_What to work on_:
Every picture should be left out, but the lines below must be repeated exactly.

_Data section_:
• • • • •
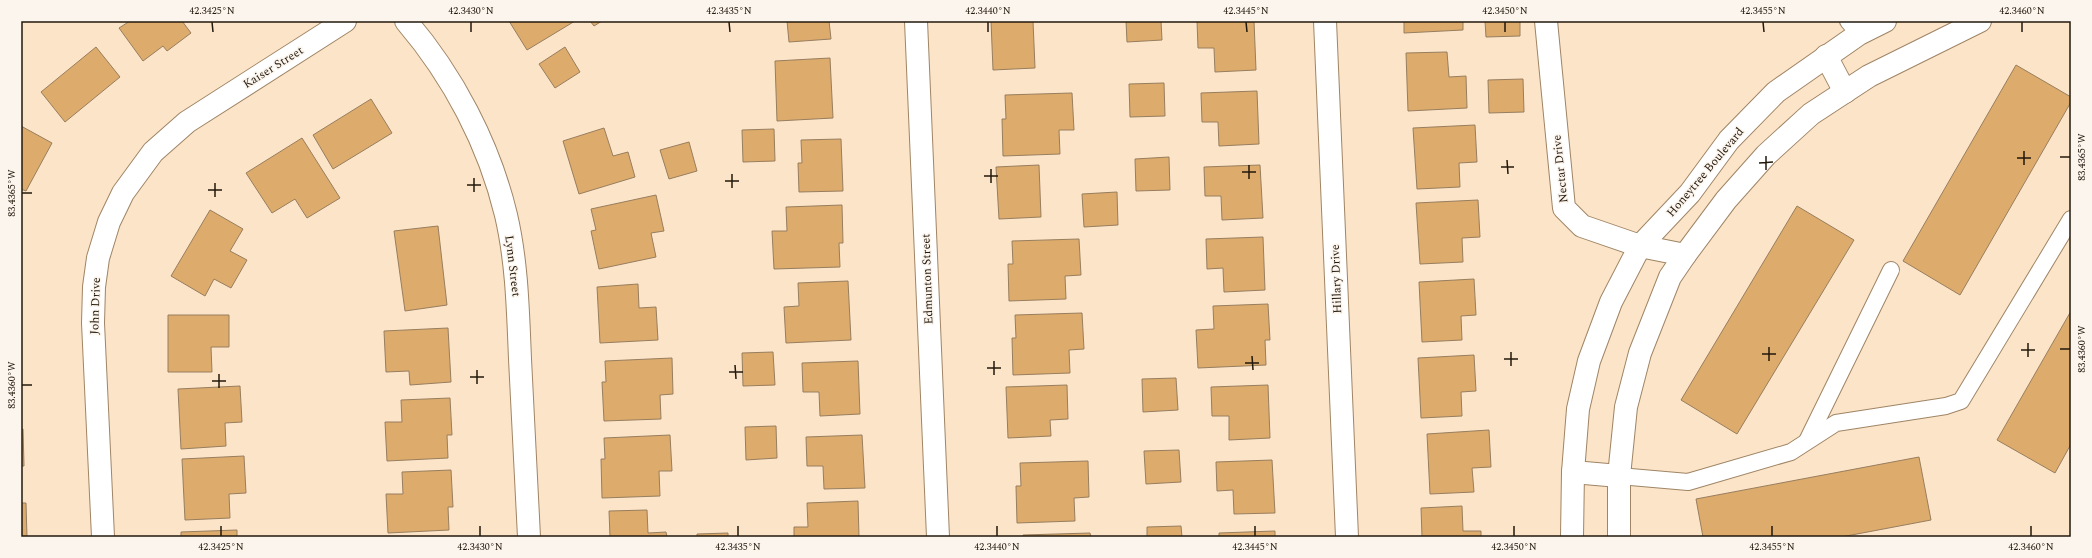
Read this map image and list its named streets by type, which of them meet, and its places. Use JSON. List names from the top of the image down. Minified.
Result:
{"streets":{"street":["Kaiser Street","Nectar Drive","Honeytree Boulevard","Lynn Street","Edmunton Street","Hillary Drive","John Drive"]},"crossings":[["Kaiser Street","John Drive"],["Nectar Drive","Honeytree Boulevard"]],"coordinates":["42.3425°N","42.3430°N","42.3435°N","42.3440°N","42.3445°N","42.3450°N","42.3455°N","42.3460°N","83.4365°W","83.4360°W"]}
• • • • •
_Solution for this problem_:
Read this map image and list its named streets by type, which of them meet, and its places. Use JSON. List names from the top of the image down. Minified.
Result:
{"streets":{"street":["Kaiser Street","Nectar Drive","Honeytree Boulevard","Lynn Street","Edmunton Street","Hillary Drive","John Drive"]},"crossings":[["Kaiser Street","John Drive"],["Nectar Drive","Honeytree Boulevard"]],"coordinates":["42.3425°N","42.3430°N","42.3435°N","42.3440°N","42.3445°N","42.3450°N","42.3455°N","42.3460°N","83.4365°W","83.4360°W"]}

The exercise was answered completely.